- Task directions -
Of all the lines in the entries below, give again exactly those starting at the line containing "name. Sort by y, then by x." and ending at the line containing "Localize all labels, markers", both ends included, and no others.

--- Supplied records Enclosed Below ---

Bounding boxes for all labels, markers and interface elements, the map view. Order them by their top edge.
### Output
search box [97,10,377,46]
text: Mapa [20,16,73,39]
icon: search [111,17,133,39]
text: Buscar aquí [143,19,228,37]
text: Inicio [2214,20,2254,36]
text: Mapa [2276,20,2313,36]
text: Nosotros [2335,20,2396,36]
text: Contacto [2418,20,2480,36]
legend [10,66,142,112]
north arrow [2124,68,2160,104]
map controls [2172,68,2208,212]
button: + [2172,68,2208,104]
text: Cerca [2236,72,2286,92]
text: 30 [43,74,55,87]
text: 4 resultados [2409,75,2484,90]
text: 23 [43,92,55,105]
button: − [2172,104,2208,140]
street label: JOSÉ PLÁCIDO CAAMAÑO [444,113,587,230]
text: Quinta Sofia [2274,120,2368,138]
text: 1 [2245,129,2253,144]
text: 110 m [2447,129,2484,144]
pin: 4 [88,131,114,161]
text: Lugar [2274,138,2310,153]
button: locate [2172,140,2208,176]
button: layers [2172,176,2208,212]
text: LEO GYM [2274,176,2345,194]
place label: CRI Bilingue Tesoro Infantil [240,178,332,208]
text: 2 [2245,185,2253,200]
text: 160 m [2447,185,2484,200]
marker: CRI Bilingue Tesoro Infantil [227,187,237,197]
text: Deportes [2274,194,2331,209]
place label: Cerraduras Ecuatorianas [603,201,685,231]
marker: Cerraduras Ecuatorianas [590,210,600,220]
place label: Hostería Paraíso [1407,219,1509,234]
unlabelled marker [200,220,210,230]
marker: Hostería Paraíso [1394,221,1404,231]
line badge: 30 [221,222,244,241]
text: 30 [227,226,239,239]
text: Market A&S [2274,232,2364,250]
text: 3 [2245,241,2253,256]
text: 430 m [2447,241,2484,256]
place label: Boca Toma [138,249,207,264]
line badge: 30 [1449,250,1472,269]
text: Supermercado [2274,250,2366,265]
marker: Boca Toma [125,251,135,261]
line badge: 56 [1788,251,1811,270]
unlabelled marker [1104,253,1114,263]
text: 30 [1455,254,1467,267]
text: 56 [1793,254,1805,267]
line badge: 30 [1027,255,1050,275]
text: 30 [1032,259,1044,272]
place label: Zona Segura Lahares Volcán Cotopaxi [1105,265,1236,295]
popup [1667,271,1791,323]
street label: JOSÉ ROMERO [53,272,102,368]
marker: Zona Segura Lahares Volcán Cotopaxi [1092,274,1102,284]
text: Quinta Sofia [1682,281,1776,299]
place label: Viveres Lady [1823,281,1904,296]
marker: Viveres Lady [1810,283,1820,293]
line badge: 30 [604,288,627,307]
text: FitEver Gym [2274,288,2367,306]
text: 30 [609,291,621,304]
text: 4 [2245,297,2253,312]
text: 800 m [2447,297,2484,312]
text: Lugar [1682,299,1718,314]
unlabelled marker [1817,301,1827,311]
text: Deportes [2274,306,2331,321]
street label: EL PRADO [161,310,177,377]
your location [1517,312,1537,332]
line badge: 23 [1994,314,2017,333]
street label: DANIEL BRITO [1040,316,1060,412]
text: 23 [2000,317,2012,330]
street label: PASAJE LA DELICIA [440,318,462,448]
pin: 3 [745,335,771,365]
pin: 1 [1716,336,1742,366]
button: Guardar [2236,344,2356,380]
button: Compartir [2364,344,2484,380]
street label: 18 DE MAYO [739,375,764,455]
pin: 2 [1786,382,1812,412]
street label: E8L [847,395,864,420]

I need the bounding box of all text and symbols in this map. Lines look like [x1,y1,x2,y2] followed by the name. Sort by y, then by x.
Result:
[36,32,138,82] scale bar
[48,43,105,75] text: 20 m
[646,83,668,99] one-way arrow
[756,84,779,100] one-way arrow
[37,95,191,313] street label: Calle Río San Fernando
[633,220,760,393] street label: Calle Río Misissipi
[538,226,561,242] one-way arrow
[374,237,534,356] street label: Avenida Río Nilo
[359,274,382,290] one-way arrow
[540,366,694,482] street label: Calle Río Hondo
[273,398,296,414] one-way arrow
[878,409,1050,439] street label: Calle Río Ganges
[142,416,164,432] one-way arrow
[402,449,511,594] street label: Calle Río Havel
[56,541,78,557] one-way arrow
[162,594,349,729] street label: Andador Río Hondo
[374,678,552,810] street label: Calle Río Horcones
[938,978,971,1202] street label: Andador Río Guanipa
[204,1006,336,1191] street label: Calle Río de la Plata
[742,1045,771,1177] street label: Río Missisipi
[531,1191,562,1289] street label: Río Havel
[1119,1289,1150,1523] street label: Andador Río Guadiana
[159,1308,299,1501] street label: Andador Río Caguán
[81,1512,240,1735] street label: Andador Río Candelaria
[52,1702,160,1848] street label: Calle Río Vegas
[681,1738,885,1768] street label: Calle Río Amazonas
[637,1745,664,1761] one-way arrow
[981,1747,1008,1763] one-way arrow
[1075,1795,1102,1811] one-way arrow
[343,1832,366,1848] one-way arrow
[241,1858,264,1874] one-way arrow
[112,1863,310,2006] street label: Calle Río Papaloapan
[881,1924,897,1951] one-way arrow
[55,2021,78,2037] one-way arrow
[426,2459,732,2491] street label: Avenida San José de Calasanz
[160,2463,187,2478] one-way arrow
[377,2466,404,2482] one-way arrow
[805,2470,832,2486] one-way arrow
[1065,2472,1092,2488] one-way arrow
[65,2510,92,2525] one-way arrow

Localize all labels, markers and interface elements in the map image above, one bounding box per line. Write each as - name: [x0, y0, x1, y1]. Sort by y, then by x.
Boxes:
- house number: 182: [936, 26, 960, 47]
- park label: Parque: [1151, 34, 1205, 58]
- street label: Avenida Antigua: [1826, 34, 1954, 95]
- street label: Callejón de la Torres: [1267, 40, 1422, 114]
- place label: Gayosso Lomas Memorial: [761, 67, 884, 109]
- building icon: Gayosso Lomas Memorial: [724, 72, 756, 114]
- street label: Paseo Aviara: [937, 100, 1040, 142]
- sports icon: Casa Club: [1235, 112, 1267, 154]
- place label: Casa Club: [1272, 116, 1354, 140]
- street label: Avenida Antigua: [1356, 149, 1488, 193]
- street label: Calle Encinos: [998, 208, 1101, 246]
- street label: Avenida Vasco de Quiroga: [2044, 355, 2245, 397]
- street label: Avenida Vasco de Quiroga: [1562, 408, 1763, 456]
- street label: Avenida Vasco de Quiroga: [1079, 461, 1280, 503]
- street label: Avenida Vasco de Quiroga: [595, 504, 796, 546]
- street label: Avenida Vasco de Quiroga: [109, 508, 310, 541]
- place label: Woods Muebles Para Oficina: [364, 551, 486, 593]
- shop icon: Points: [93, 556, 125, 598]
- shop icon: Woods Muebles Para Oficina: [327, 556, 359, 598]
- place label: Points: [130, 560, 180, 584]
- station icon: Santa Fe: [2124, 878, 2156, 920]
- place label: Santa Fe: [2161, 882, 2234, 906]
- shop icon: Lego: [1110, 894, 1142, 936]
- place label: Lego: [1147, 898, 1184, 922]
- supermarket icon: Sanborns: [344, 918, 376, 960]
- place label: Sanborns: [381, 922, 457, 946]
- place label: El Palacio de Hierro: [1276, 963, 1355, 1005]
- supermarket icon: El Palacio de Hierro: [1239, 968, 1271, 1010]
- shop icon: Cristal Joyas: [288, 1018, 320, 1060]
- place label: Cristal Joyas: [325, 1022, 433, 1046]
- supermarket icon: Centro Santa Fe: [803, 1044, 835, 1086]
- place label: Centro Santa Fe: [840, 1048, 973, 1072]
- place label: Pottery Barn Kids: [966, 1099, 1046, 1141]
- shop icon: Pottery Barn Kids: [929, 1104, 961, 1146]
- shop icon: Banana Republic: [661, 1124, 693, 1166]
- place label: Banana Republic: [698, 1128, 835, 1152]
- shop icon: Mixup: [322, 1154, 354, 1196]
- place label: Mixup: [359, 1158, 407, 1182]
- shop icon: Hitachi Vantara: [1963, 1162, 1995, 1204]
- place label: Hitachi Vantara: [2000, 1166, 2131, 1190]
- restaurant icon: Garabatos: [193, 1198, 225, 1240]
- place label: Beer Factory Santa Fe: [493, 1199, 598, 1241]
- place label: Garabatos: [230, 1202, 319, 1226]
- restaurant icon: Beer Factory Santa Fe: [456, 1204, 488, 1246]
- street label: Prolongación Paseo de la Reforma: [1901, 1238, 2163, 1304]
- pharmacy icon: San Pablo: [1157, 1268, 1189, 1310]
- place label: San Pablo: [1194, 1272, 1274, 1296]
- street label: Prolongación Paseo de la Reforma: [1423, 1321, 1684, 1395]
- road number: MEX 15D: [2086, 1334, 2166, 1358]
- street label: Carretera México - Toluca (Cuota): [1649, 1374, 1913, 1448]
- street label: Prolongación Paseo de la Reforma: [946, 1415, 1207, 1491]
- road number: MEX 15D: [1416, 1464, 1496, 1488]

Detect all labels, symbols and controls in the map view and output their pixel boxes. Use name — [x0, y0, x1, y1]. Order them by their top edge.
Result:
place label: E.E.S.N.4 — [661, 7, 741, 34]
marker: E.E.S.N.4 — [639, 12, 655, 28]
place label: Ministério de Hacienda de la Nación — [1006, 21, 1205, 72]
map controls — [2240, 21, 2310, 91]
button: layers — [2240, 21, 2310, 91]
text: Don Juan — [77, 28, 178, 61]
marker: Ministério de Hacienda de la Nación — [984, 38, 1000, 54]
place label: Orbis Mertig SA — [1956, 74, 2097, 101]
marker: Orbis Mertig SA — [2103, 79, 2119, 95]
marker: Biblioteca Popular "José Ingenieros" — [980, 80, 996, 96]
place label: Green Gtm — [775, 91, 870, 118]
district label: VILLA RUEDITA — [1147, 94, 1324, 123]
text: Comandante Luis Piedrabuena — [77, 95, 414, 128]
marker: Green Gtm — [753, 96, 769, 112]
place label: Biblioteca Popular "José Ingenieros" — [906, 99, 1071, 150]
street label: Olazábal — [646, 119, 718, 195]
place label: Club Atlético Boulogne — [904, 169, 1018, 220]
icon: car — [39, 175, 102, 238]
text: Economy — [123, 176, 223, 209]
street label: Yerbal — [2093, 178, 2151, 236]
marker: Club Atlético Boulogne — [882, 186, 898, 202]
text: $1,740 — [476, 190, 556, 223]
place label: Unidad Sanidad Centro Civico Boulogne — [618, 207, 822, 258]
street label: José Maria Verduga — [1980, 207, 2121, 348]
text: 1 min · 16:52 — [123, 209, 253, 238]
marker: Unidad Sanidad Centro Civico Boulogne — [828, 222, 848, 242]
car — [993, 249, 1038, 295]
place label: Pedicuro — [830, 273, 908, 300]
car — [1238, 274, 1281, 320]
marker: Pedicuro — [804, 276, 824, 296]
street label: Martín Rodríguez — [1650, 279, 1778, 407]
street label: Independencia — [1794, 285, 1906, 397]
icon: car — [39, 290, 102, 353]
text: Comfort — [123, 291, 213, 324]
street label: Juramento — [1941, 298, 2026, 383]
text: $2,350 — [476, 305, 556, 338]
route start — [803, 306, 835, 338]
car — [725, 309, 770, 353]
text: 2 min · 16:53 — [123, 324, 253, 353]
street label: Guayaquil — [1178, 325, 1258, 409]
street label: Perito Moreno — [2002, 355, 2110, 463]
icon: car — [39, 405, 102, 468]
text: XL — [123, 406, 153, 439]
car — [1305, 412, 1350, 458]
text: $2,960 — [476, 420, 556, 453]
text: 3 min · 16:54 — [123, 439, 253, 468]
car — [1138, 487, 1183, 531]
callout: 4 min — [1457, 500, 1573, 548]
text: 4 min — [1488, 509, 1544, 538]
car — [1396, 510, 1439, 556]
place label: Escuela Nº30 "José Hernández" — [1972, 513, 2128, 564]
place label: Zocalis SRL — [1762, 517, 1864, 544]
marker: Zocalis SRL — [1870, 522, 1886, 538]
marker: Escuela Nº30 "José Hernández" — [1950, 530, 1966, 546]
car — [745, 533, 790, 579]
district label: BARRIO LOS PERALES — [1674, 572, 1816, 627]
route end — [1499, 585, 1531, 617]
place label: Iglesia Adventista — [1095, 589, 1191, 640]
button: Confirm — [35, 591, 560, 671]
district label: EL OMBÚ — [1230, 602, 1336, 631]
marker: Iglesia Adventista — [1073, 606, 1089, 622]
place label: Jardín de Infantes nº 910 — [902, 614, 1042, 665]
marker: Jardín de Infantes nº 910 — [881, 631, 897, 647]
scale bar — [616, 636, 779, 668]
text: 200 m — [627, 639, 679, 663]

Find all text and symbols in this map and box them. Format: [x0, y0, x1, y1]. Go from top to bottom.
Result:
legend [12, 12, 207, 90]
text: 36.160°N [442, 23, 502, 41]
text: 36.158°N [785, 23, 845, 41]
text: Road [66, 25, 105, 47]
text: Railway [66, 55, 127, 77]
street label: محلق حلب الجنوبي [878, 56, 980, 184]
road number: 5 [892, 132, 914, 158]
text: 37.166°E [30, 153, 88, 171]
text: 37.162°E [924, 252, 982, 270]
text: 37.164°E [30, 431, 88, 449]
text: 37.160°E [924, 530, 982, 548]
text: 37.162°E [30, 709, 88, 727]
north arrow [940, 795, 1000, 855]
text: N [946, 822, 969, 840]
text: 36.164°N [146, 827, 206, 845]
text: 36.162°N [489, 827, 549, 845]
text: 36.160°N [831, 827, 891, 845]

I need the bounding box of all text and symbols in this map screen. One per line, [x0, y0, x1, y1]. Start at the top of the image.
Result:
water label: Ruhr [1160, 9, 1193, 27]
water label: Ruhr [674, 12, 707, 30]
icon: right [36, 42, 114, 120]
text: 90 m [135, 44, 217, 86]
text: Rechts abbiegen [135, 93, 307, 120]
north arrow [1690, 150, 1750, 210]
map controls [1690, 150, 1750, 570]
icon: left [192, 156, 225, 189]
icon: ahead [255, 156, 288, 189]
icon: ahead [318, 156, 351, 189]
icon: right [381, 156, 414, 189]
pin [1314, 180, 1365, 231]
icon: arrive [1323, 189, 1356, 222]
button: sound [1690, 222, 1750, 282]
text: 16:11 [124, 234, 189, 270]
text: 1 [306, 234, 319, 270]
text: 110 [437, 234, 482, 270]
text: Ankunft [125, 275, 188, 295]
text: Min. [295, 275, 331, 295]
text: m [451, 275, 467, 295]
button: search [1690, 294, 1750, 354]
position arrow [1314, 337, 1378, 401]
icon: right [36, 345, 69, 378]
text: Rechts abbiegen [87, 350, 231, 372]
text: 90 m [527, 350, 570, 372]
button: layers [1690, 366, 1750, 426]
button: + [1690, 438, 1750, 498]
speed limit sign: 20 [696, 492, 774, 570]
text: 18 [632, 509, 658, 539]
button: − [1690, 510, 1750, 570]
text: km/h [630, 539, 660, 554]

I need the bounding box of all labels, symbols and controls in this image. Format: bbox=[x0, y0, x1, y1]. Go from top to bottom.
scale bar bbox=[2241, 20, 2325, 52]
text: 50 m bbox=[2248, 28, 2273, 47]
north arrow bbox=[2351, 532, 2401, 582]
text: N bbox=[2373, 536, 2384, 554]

--- End of Enclosed Supplied records ---

- Answer box -
I need the bounding box of all text and symbols in this map. Lines look like [x1,y1,x2,y2] followed by the name. Sort by y, then by x.
Result:
[36,32,138,82] scale bar
[48,43,105,75] text: 20 m
[646,83,668,99] one-way arrow
[756,84,779,100] one-way arrow
[37,95,191,313] street label: Calle Río San Fernando
[633,220,760,393] street label: Calle Río Misissipi
[538,226,561,242] one-way arrow
[374,237,534,356] street label: Avenida Río Nilo
[359,274,382,290] one-way arrow
[540,366,694,482] street label: Calle Río Hondo
[273,398,296,414] one-way arrow
[878,409,1050,439] street label: Calle Río Ganges
[142,416,164,432] one-way arrow
[402,449,511,594] street label: Calle Río Havel
[56,541,78,557] one-way arrow
[162,594,349,729] street label: Andador Río Hondo
[374,678,552,810] street label: Calle Río Horcones
[938,978,971,1202] street label: Andador Río Guanipa
[204,1006,336,1191] street label: Calle Río de la Plata
[742,1045,771,1177] street label: Río Missisipi
[531,1191,562,1289] street label: Río Havel
[1119,1289,1150,1523] street label: Andador Río Guadiana
[159,1308,299,1501] street label: Andador Río Caguán
[81,1512,240,1735] street label: Andador Río Candelaria
[52,1702,160,1848] street label: Calle Río Vegas
[681,1738,885,1768] street label: Calle Río Amazonas
[637,1745,664,1761] one-way arrow
[981,1747,1008,1763] one-way arrow
[1075,1795,1102,1811] one-way arrow
[343,1832,366,1848] one-way arrow
[241,1858,264,1874] one-way arrow
[112,1863,310,2006] street label: Calle Río Papaloapan
[881,1924,897,1951] one-way arrow
[55,2021,78,2037] one-way arrow
[426,2459,732,2491] street label: Avenida San José de Calasanz
[160,2463,187,2478] one-way arrow
[377,2466,404,2482] one-way arrow
[805,2470,832,2486] one-way arrow
[1065,2472,1092,2488] one-way arrow
[65,2510,92,2525] one-way arrow

Localize all labels, markers and interface elements in the map image above, one bounding box per line. Write each as - name: [x0, y0, x1, y1]. Sort by y, then by x.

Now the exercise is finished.